• Assignment:
Read the records below and report each line in which "Katip" occurs.

• Records provided:
######
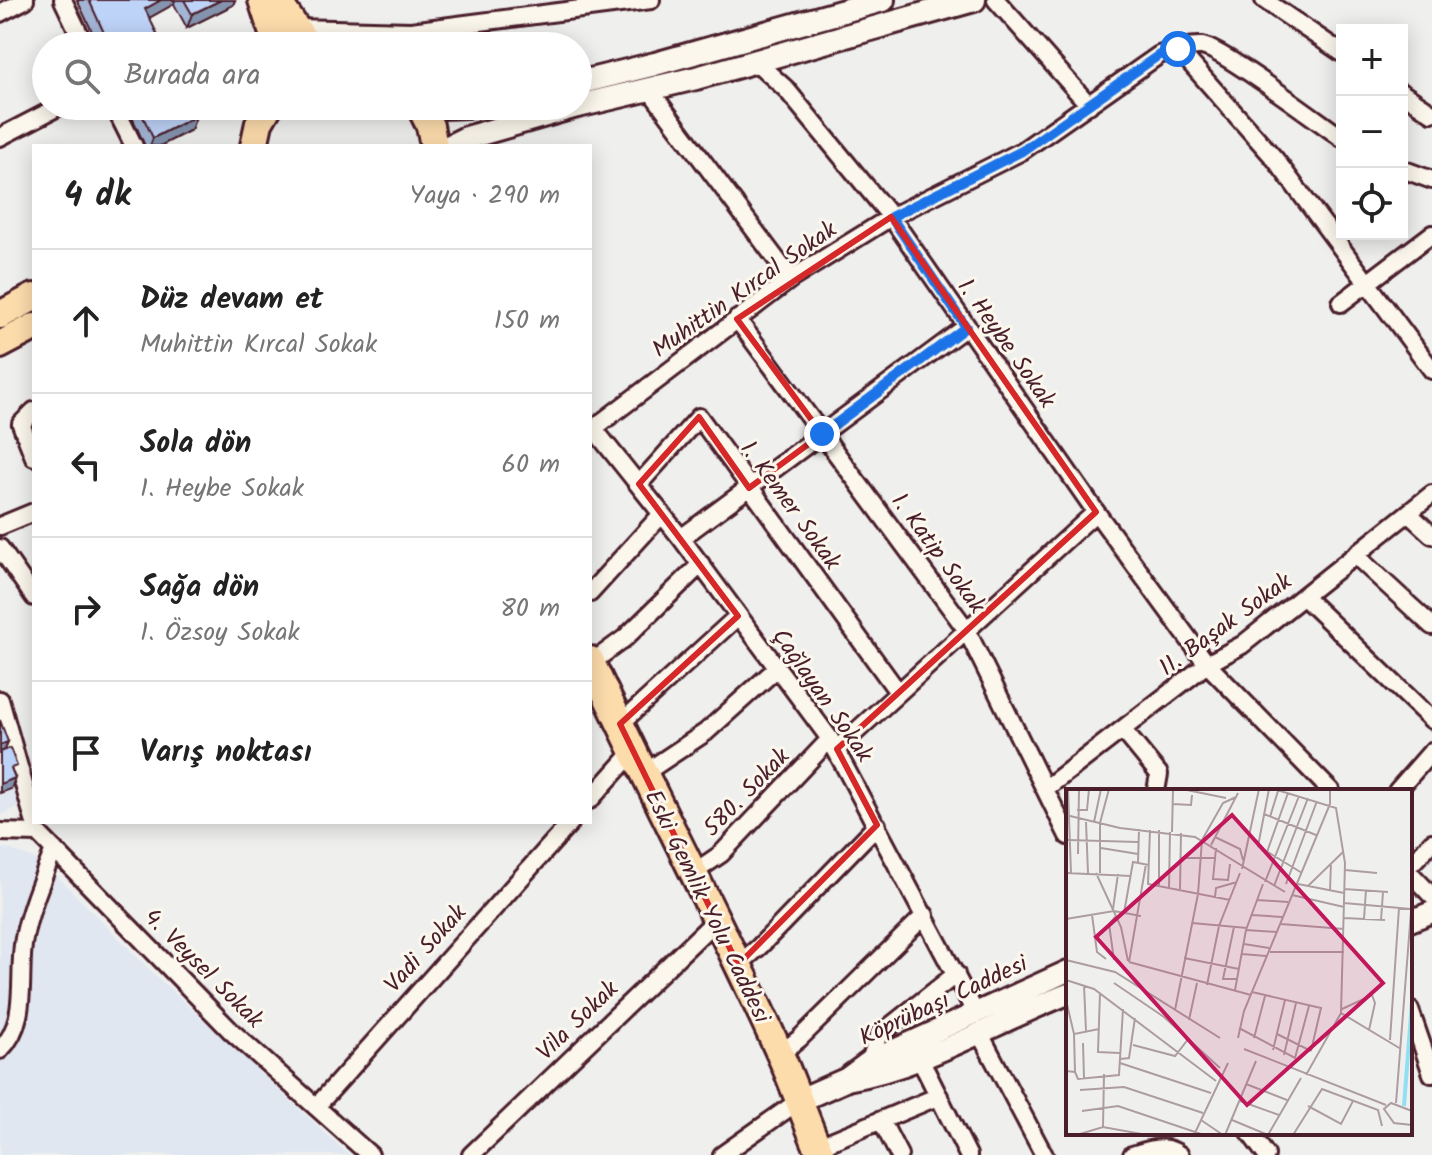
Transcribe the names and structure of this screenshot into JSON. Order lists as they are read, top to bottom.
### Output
{
  "streets": {
    "main road": ["Eski Gemlik Yolu Caddesi", "Köprübaşı Caddesi"],
    "street": [
      "Muhittin Kırcal Sokak",
      "1. Heybe Sokak",
      "1. Kemer Sokak",
      "1. Katip Sokak",
      "11. Başak Sokak",
      "Çağlayan Sokak",
      "580. Sokak",
      "Vadi Sokak",
      "4. Veysel Sokak",
      "Vila Sokak"
    ]
  },
  "crossings": [
    ["Muhittin Kırcal Sokak", "1. Heybe Sokak"],
    ["Muhittin Kırcal Sokak", "1. Katip Sokak"],
    ["Muhittin Kırcal Sokak", "Çağlayan Sokak"],
    ["1. Heybe Sokak", "11. Başak Sokak"],
    ["1. Heybe Sokak", "580. Sokak"],
    ["1. Kemer Sokak", "Çağlayan Sokak"],
    ["1. Kemer Sokak", "580. Sokak"],
    ["1. Katip Sokak", "11. Başak Sokak"],
    ["1. Katip Sokak", "580. Sokak"],
    ["Çağlayan Sokak", "580. Sokak"],
    ["Çağlayan Sokak", "Köprübaşı Caddesi"],
    ["580. Sokak", "Eski Gemlik Yolu Caddesi"],
    ["Eski Gemlik Yolu Caddesi", "Köprübaşı Caddesi"],
    ["Eski Gemlik Yolu Caddesi", "Vila Sokak"],
    ["Vadi Sokak", "4. Veysel Sokak"]
  ],
  "page": {
    "map_buttons": ["+", "−"],
    "search": "Burada ara",
    "heading": ["4 dk", "Yaya · 290 m"],
    "list": [
      ["Düz devam et", "Muhittin Kırcal Sokak", "150 m"],
      ["Sola dön", "1. Heybe Sokak", "60 m"],
      ["Sağa dön", "1. Özsoy Sokak", "80 m"],
      "Varış noktası"
    ]
  }
}
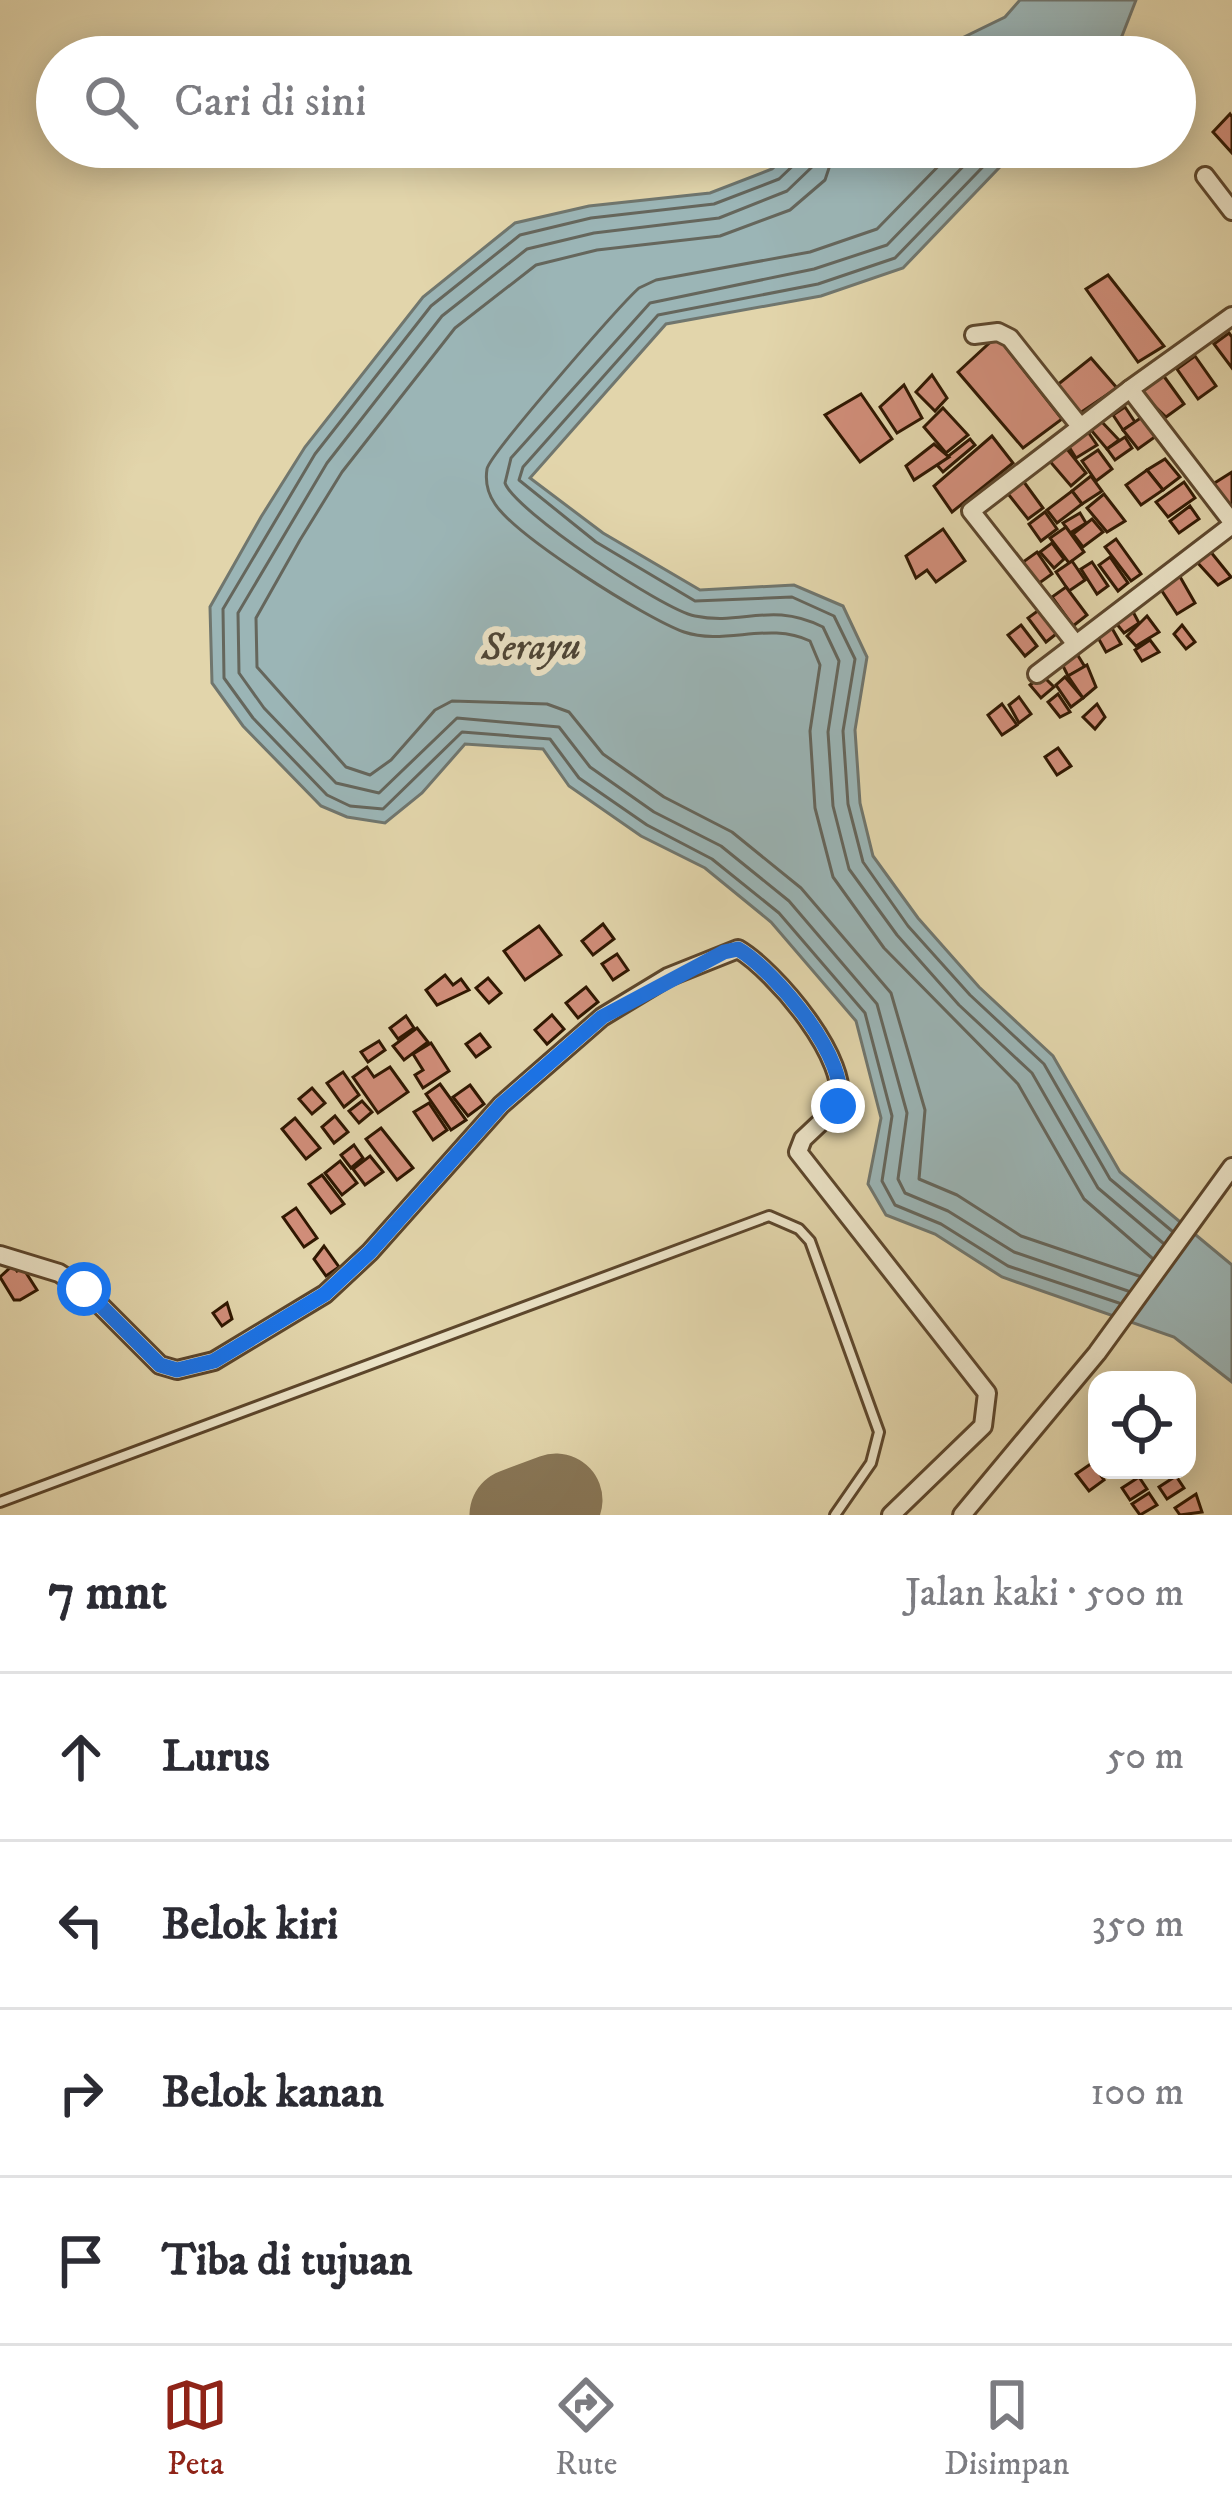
######
• Response:
      "1. Katip Sokak",
    ["Muhittin Kırcal Sokak", "1. Katip Sokak"],
    ["1. Katip Sokak", "11. Başak Sokak"],
    ["1. Katip Sokak", "580. Sokak"],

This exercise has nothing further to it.